Fluorescence measurement of [Ca2+]i and cADPR delivery in CAMs

Intracellular Ca2+ responses to OXO or cADPR were determined using a fluorescence image analysis system with the Ca2+ indicator, fura-2, as described previously [15, 21]. Ca2+-free HBSS including 1 mM EGTA was used for Ca2+ measurement to ensure the Ca2+ response was solely derived from intracellular Ca2+ store release rather than from extracellular Ca2+ influx. Administration of cADPR (200μM) into the cells was carried out by wrapping this cell-impermeable nucleotide in Optison (Perflutren protein-type A microspheres) and delivering by ultrasound treatment as detailed previously [22-24].

Isolated small artery for tension recording

Small ventricular septal arteries (~150μm inner diameter) were dissected [25] and then mounted in a Multi Myograph 610M (Danish Myo Technology, Aarhus, Denmark) for recording of isometric wall tension [26-27] after 30 min of equilibration in physiological salt solution (PSS; pH 7.4) containing (in mM) 119 NaCl, 4.7 KCl, 1.6 CaCl2, 1.17 MgSO4 1.18 NaH2PO4, 2.24 NaHCO3, 0.026 EDTA, and 5.5 glucose at 37°C bubbled with a gas mixture of 95% O2 and 5% CO2. After the basic tension was set, the dose effect of OXO alone (0, 20, 40, 60, 80 and 100μM) on the tension changes of wild type and CD38-/- septal arterial wall were measured with or without the presence of different inhibitors, including 8-Br-cADPR (30 μM), or Nox1 and Nox4 siRNA. Ultrasound microbubble technology has been used to transfect mouse coronary artery smooth muscle with Nox1 and Nox4 siRNA as we described previously [22-23, 28-29]. In brief, after isolation, coronary arteries were transferred to a water-jacketed perfusion chamber and cannulated with two glass micropipettes at their in situ length and with PSS buffer in the lumen until transfection. 20 μg siRNA was mixed in 100 μl Optison (Amersham) and kept for 30 seconds at 37°C. Then the RNA-Optisim solution was perfused within the lumen of arteries.

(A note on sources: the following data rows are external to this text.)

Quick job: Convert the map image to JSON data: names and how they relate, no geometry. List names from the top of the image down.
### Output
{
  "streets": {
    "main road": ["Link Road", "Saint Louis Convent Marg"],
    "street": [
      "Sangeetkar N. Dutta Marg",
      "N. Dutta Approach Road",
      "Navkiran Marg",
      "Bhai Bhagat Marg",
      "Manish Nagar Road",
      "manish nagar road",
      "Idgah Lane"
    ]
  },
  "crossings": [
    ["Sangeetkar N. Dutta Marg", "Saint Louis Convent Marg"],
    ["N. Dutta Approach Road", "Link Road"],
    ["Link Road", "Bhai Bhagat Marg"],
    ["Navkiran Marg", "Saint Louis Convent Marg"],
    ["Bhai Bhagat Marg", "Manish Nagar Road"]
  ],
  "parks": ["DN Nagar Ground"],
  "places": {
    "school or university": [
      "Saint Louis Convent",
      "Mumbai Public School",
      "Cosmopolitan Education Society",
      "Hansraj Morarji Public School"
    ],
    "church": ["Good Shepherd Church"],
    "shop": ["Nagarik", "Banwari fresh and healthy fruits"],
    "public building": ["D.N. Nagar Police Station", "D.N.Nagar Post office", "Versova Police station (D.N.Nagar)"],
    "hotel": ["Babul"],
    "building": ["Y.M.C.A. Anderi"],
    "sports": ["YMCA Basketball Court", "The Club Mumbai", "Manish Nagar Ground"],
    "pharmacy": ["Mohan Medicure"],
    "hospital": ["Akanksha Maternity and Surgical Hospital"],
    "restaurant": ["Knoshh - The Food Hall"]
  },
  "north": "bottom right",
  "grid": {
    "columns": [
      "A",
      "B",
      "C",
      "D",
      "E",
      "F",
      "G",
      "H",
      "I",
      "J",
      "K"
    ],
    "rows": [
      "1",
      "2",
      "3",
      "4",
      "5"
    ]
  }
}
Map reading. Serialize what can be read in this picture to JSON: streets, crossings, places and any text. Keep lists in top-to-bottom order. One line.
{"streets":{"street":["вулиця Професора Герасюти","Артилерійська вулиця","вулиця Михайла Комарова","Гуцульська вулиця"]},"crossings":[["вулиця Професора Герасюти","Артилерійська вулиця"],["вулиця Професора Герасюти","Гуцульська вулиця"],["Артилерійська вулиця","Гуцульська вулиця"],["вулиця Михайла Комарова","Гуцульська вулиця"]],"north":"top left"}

The arteries were treated with ultrasound for 1 minutes through a 6-mm diameter probe in the chamber with an input frequency of 1MHz, an output intensity of 1.0-2.0 W/cm2 and a pulse duty ratio of 10-50%(Rich-Mar). After transfection, the arteries were removed from glass micropipettes and incubated in DMEM medium for 24-48 hours at 37°C to knockdown Nox1 and Nox4.

Statistics

Data are presented as means ± SE. Significant differences between and within multiple groups were examined using ANOVA for repeated measures, followed by Duncan’s multiple-range test. A Students’ t-test was used to detect significant differences between two groups. P<0.05 was considered statistically significant.

Results

Coronary artery smooth muscle cell characterization

As shown on the top of Fig. 1A, CAMs formed longitudinal bands of parallel cells and became thinner at a high density. Immunocytochemistry in the middle of Fig 1A showed that CD38 WT and KO CAMs were stained positively with anti-α-SMA antibody followed by Alex-488 conjugated second antibody. However, no staining was found in coronary arterial endothelial cells (CAECs). Similarly, Western blot analysis showed that α-SMA was detected only from CD38 WT and KO CAMs but not endothelial cells (Fig. 1B). Moreover, Dil-Ac-LDL, vascular endothelial cells marker, only labeled endothelial cells to produce red fluorescence on the bottom of of Fig 1A. To further ascertain the purity of CAMs, the percent of α-SMA positive CAMs was assessed with flowcytometry. The results showed that the purity was 97.6% for α-SMA-stained CD38 WT CAMs and 98.0% for CD38 KO CAMs (Fig. 1C).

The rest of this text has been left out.